Saturday, October 09, 2010

digital writing and reading


Jan Swafford argues that we read differently on paper and offers experience with students editing their writing on paper. As the article of his paper states he is arguing "why e-books will never replace real books." I wonder though if advances in touch screens will change this.

Ever since realizing that our cat appears to understand that I interact with an iPad but he seems to have no clue that I'm moving a cursor on the desktop with a mouse, I've wondered if touch screen is significant. Hearing stories of children that take more readily to iPad than desktops furthers this. Maybe what is really significant is that we now have a combination of touch screen and gesture based interfaces that is subtly revolutionary. "Subtly" because it may be the kind of revolution we only notice in retrospect.

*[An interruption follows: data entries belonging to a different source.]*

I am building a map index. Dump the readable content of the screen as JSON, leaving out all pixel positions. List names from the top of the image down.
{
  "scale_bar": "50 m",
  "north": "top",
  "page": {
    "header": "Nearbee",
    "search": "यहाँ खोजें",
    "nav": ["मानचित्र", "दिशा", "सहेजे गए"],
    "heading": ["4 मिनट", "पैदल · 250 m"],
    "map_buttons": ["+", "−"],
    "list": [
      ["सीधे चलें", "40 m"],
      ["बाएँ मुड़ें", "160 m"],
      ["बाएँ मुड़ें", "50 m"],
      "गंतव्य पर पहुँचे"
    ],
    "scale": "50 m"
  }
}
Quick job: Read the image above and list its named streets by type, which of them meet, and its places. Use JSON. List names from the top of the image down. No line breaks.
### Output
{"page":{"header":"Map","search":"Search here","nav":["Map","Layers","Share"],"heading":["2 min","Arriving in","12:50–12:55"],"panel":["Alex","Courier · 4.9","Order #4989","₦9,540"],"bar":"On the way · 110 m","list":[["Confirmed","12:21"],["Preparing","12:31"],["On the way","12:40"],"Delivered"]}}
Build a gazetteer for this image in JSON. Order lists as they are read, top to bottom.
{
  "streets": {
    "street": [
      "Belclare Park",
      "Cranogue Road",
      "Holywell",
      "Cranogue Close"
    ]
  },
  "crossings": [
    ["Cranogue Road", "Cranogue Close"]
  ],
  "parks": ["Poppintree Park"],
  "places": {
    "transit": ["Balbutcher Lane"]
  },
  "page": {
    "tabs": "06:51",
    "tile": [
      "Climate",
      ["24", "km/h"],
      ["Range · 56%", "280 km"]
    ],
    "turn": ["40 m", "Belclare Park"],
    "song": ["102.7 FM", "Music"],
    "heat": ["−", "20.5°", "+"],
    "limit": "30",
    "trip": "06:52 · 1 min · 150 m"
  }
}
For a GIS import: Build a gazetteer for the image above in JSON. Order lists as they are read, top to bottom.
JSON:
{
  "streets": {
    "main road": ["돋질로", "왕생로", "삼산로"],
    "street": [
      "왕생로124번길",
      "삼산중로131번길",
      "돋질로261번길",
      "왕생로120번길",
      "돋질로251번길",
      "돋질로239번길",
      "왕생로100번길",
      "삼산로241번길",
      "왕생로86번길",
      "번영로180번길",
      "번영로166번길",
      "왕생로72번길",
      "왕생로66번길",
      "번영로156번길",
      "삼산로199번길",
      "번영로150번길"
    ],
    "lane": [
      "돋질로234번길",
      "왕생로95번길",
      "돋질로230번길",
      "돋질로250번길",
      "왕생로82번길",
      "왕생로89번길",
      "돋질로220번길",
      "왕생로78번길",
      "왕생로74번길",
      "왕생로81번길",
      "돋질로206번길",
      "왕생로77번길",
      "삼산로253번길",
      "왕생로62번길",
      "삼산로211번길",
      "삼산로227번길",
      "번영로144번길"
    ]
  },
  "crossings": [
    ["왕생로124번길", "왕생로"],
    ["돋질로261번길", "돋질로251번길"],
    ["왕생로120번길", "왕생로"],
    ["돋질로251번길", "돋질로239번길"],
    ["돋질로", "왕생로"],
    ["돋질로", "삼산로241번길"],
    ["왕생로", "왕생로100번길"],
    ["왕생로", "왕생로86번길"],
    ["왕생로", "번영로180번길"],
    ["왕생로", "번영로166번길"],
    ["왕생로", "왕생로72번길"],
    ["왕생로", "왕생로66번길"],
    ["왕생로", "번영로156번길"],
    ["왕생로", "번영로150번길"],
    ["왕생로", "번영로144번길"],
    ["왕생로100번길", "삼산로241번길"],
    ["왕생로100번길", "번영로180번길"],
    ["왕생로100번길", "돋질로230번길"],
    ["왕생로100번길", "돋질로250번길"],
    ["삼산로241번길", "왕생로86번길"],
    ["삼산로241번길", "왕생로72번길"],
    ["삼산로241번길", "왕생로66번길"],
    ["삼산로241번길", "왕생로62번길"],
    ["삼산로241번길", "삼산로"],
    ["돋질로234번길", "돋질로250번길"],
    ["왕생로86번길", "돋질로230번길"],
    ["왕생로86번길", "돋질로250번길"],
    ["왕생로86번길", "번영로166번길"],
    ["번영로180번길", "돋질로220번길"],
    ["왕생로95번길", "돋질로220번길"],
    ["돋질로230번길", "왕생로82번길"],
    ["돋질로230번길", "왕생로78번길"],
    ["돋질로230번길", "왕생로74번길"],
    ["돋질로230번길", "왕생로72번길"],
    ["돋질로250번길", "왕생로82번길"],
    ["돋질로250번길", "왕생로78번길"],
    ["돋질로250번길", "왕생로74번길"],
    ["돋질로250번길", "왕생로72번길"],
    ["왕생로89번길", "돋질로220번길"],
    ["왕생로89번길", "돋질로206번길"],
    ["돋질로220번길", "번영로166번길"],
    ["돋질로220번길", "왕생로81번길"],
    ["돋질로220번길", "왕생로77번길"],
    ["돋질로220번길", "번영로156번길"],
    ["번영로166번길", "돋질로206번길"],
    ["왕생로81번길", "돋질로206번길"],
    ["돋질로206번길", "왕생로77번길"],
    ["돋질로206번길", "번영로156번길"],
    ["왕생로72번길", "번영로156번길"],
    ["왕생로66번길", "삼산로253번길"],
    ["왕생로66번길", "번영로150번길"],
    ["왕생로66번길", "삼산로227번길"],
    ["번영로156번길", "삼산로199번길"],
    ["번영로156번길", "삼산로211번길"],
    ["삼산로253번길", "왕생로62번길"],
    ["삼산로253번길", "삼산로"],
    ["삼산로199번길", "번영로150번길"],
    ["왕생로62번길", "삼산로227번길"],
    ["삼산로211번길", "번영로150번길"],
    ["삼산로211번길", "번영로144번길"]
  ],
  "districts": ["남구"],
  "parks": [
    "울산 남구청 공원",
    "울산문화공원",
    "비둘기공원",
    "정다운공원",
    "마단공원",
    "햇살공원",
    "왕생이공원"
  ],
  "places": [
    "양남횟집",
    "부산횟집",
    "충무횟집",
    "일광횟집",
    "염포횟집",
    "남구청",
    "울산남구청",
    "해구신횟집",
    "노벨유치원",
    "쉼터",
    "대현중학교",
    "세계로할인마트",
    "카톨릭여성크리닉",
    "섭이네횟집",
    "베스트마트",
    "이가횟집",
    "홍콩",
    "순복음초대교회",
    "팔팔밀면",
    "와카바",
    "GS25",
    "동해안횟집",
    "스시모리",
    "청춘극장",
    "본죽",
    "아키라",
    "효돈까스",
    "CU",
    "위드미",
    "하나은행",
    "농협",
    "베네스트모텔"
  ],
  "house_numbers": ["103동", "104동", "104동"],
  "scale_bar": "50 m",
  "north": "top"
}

The revolution will come when we are able to edit text with sweeps of the fingers and gestures that seem to hold the text itself it will be more visceral than using a pen or pencil. Currently the experience of writing on paper is more directly connected to the words and letters than typing on a keyboard that makes characters appear elsewhere on a screen. However with advances in gesture input and touch screens (or possibly motion sensors) may bring us an experience that is even more connected to the experience of bring words to the page/screen.

By-the-way, I find the cartoon from Swafford's article funny, so I had to include it.